Bad mage he might have been, the sunlight didn’t seem to mind him. It fell from the sky, lightly touched his hair on the way down, then lovingly wrapped itself around him.
She wondered if stepping in that pool of shadow had not only ruined her sight but damaged any last vestiges of her good sense as well. She had to ruthlessly suppress the urge to snort, mostly because she could hear Sianach indulging in a bit of equine laughter behind her and she suspected that pony could read her thoughts.
Acair, however, seemed incapable of doing anything past reading his book. She could have beaned him with a tree branch and he likely wouldn’t have noticed. Perhaps she was more valuable to him on their quest than she’d suspected.
A quest, she reminded herself, that she had found herself unwittingly and unwillingly pulled into, a quest that seemed to have an equal amount to do with righting wrongs and getting rid of that spell she knew without looking was lurking in the shadows of a tree not ten paces from the mage in question. She was still trying to come to terms with anyone beingableto use magic, never mind anyone in particular being trailed by a spell that didn’t want him to use any of that magic.
Magic, she reminded herself, that quite possibly could be used for good.
She jumped a little when she realized Acair was currently watching her instead of his book.
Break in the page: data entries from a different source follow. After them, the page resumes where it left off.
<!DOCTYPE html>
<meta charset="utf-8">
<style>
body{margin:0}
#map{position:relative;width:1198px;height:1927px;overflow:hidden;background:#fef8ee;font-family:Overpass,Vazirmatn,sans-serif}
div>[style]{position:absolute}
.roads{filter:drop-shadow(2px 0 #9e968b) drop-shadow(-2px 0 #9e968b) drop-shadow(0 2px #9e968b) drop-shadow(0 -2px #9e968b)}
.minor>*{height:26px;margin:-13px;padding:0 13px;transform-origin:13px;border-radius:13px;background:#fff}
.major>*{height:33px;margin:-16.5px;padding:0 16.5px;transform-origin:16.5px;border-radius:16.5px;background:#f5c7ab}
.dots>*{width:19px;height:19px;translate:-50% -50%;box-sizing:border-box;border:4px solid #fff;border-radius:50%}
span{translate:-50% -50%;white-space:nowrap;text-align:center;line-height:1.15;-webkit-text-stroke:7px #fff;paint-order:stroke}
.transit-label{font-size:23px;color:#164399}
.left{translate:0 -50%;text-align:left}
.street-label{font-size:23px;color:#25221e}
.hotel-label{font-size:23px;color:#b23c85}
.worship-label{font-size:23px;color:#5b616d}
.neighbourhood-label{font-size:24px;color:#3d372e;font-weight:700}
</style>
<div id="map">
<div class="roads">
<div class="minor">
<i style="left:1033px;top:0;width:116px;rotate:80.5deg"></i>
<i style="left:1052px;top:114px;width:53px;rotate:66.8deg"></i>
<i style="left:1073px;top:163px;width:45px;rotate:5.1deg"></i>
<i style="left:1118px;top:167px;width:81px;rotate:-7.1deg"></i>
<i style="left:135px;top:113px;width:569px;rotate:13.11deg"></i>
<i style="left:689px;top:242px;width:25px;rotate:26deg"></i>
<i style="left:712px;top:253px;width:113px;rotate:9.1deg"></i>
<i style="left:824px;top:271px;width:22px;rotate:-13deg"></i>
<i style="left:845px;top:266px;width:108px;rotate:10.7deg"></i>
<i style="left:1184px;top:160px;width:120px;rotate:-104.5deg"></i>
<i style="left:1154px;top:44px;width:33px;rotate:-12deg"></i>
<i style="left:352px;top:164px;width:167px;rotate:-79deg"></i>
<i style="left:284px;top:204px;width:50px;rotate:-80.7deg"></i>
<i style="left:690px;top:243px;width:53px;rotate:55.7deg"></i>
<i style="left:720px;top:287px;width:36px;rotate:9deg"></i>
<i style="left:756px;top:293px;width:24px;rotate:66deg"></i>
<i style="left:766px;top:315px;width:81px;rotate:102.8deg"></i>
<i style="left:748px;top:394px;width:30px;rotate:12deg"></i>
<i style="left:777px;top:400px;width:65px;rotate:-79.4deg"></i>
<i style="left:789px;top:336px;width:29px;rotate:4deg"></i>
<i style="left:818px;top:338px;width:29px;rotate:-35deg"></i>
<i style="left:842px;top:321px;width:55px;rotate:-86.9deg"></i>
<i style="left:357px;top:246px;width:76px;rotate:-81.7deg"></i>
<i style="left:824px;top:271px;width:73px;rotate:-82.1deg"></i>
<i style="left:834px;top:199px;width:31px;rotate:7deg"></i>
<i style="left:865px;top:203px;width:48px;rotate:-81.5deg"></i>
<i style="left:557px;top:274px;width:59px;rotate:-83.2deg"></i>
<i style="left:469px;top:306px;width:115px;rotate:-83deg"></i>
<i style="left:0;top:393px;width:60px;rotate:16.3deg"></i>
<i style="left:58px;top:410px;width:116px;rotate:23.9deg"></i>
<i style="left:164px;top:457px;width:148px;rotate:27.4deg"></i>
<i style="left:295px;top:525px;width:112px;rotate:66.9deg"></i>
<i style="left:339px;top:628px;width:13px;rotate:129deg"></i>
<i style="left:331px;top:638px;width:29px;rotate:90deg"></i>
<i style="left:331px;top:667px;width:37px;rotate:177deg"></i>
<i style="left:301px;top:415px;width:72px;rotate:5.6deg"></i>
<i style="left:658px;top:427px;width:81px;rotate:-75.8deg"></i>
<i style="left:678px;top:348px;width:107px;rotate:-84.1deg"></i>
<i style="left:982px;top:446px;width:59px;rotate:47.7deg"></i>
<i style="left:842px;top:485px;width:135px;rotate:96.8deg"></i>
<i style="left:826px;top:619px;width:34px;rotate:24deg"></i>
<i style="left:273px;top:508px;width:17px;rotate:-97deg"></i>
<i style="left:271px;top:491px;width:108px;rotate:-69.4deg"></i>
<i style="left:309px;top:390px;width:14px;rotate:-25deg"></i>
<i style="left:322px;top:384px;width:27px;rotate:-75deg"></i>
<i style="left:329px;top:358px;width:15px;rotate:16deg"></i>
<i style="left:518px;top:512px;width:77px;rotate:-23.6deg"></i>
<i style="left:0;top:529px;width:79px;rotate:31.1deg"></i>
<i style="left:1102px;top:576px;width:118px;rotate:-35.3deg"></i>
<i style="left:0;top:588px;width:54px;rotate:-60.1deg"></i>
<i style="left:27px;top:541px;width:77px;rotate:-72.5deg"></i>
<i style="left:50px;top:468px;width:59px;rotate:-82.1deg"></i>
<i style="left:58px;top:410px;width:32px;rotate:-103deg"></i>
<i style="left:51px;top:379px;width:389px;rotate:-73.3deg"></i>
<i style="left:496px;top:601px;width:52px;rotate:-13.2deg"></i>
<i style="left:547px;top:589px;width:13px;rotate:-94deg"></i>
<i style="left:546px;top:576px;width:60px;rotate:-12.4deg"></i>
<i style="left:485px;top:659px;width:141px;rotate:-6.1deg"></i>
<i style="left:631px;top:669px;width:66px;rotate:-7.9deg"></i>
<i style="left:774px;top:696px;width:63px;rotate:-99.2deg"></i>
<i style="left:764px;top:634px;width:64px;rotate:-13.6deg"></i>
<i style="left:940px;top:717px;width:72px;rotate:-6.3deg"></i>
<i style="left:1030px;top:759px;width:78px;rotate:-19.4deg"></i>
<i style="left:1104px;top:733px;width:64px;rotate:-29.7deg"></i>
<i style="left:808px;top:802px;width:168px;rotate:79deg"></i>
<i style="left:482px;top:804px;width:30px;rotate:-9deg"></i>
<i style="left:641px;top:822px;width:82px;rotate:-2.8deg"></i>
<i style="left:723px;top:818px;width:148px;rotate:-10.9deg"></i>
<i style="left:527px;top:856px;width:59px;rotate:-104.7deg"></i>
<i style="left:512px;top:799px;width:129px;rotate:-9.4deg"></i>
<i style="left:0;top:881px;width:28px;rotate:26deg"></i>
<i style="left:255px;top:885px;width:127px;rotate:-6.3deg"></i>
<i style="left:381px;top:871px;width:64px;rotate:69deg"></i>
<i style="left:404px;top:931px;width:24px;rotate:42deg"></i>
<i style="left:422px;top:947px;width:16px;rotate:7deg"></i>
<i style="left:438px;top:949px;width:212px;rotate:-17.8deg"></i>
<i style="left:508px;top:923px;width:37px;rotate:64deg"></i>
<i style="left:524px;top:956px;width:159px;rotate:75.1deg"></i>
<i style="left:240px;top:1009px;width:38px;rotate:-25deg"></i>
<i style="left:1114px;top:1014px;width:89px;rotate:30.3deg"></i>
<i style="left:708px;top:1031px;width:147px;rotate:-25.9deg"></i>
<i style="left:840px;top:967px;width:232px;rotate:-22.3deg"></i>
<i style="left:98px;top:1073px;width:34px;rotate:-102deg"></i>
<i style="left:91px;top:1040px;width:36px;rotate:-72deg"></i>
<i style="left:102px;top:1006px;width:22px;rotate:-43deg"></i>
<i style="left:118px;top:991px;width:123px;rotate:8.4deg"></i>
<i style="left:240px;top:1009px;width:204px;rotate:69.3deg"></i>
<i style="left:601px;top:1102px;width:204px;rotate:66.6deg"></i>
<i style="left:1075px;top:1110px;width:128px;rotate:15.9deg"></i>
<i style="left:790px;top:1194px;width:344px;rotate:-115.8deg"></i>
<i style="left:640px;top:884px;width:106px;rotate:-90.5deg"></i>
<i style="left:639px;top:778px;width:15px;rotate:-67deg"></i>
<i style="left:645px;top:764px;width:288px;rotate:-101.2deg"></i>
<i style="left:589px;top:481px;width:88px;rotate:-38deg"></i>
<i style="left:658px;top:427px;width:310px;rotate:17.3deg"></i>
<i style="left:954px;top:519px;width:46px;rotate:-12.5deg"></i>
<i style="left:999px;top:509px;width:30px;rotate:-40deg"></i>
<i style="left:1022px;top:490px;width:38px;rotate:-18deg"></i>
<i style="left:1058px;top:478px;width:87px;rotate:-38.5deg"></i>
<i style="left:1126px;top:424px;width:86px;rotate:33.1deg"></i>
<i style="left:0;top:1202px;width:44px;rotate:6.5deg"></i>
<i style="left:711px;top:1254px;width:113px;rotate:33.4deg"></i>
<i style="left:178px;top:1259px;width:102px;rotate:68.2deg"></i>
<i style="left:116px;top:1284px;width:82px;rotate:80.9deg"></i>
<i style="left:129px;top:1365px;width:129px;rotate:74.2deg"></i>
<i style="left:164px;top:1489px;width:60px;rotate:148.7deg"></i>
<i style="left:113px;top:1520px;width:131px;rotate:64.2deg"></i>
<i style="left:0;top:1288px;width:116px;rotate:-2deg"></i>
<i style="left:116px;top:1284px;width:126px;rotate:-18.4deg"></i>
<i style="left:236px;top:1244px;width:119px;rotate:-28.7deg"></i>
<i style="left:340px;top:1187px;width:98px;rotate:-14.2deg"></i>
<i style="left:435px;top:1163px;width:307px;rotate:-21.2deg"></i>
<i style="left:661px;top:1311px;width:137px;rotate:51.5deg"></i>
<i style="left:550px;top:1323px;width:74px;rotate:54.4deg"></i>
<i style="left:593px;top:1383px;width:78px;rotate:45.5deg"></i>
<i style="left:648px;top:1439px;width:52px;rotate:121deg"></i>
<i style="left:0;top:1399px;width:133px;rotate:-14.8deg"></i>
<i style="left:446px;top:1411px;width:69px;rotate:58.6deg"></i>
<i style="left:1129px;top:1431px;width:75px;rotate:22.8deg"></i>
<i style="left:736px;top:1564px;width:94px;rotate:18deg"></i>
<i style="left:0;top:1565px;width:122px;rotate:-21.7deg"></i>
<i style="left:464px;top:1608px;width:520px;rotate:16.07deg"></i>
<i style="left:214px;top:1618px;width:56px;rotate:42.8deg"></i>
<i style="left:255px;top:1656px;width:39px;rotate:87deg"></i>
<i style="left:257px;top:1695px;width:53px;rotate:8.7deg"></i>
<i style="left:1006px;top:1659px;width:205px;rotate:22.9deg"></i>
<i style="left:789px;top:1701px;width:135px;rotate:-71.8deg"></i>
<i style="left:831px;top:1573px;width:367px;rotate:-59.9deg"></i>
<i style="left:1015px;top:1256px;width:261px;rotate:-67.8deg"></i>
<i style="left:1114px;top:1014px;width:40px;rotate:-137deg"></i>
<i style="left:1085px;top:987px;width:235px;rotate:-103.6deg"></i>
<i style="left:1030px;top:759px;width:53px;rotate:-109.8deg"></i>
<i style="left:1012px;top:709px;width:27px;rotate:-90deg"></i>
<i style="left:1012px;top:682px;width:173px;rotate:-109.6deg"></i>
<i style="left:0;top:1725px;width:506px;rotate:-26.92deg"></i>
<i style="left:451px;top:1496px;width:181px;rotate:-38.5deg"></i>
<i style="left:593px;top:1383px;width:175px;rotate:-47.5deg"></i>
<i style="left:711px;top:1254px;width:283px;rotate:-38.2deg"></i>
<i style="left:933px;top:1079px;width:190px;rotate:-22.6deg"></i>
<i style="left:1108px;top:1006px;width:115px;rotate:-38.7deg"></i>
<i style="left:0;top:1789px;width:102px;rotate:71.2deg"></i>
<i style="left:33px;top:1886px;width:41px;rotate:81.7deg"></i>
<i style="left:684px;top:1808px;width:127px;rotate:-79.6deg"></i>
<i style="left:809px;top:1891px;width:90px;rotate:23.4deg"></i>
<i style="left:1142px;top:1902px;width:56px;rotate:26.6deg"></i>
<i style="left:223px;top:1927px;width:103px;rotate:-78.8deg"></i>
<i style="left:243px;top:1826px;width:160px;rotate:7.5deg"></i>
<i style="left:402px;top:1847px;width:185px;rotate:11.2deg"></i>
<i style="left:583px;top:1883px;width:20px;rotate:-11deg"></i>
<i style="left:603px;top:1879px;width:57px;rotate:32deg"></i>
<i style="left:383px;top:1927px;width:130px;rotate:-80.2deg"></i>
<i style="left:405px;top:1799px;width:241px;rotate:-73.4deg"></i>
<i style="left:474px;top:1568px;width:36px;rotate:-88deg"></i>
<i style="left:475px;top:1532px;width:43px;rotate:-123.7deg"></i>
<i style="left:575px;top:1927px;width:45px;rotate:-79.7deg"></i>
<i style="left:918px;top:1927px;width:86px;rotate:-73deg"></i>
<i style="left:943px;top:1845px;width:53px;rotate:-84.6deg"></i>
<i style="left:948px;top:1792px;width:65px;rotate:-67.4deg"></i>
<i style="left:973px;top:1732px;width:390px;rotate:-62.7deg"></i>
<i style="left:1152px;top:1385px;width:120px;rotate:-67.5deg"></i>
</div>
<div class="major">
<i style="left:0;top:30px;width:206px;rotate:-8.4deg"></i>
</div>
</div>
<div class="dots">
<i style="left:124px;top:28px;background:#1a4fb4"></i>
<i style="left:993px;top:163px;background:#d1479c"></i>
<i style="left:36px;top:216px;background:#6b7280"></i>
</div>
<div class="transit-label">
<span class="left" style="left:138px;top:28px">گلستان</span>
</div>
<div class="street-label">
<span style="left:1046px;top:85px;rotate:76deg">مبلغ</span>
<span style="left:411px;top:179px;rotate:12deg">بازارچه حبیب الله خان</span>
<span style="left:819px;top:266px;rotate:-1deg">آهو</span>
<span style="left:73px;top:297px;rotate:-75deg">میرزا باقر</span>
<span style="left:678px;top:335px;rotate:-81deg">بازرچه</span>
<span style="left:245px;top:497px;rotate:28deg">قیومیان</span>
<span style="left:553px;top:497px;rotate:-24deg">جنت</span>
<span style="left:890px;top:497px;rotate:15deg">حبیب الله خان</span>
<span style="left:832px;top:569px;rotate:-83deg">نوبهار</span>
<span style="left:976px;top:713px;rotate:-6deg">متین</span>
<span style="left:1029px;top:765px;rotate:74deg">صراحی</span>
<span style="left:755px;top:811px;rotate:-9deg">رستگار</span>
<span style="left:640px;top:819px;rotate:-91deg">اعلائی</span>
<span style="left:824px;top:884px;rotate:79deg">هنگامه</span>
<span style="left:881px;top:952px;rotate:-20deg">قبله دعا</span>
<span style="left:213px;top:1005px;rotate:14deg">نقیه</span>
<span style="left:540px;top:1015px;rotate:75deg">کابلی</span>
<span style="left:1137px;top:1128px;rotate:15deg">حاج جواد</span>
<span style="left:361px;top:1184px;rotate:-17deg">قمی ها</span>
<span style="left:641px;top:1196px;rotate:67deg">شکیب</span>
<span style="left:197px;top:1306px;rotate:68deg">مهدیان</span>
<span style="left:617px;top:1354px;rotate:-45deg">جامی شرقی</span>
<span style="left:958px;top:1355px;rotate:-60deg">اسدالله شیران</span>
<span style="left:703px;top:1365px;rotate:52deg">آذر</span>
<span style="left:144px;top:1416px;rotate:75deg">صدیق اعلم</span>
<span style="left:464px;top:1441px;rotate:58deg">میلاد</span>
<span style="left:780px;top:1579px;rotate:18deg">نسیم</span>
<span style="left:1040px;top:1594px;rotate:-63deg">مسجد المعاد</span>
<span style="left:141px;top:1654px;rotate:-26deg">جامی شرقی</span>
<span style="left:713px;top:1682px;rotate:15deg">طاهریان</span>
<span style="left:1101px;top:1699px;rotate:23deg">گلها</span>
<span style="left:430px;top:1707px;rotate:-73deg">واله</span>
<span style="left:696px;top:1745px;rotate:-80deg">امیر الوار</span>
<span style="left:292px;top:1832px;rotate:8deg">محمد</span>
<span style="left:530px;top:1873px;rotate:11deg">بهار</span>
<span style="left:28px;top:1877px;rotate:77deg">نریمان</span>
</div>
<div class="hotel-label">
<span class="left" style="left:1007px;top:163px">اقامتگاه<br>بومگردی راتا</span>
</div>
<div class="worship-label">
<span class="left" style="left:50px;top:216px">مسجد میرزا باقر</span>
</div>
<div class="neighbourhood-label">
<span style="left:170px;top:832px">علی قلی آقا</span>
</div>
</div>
He pushed away from his post and crossed the yard to her.
“I was coming to find you,” he said, tucking his book under his arm, “but I became distracted.”
“I was chatting with your mother in the barn.”
“Did Sianach bite her?”
“I don’t think he dared,” she said.
“Did she bite you?”
She smiled slightly. “Thankfully, nay.”
“I’m not sure why I don’t inspire that same deference in either of them, but the day is still young.” He smiled and offered her his arm. “A seat by the fire?”
“It would definitely be a step up from a seat in a dungeon,” she said.
“We can only hope. With my mother, one never knows.”